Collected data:
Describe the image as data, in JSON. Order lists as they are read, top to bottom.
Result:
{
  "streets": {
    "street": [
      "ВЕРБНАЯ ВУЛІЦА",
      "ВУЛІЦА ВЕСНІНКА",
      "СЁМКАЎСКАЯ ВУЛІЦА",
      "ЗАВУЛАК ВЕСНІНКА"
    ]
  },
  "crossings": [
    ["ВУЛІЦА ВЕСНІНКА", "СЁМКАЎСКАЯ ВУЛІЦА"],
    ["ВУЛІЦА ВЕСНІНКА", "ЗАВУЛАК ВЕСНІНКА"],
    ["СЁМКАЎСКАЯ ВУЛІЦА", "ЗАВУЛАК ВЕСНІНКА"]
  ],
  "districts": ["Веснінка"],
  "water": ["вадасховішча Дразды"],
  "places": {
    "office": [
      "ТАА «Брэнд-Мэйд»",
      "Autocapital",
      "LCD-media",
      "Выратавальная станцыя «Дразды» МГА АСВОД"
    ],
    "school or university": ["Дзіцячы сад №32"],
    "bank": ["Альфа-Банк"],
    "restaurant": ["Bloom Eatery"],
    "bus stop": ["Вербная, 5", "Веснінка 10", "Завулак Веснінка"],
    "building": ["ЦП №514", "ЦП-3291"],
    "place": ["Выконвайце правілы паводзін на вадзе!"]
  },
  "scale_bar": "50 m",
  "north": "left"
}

ASSIGNMENT: From the data above, copy out every line with the string "ВУЛІЦА" in it.

EXERCISE SOLUTION:
      "ВЕРБНАЯ ВУЛІЦА",
      "ВУЛІЦА ВЕСНІНКА",
      "СЁМКАЎСКАЯ ВУЛІЦА",
    ["ВУЛІЦА ВЕСНІНКА", "СЁМКАЎСКАЯ ВУЛІЦА"],
    ["ВУЛІЦА ВЕСНІНКА", "ЗАВУЛАК ВЕСНІНКА"],
    ["СЁМКАЎСКАЯ ВУЛІЦА", "ЗАВУЛАК ВЕСНІНКА"]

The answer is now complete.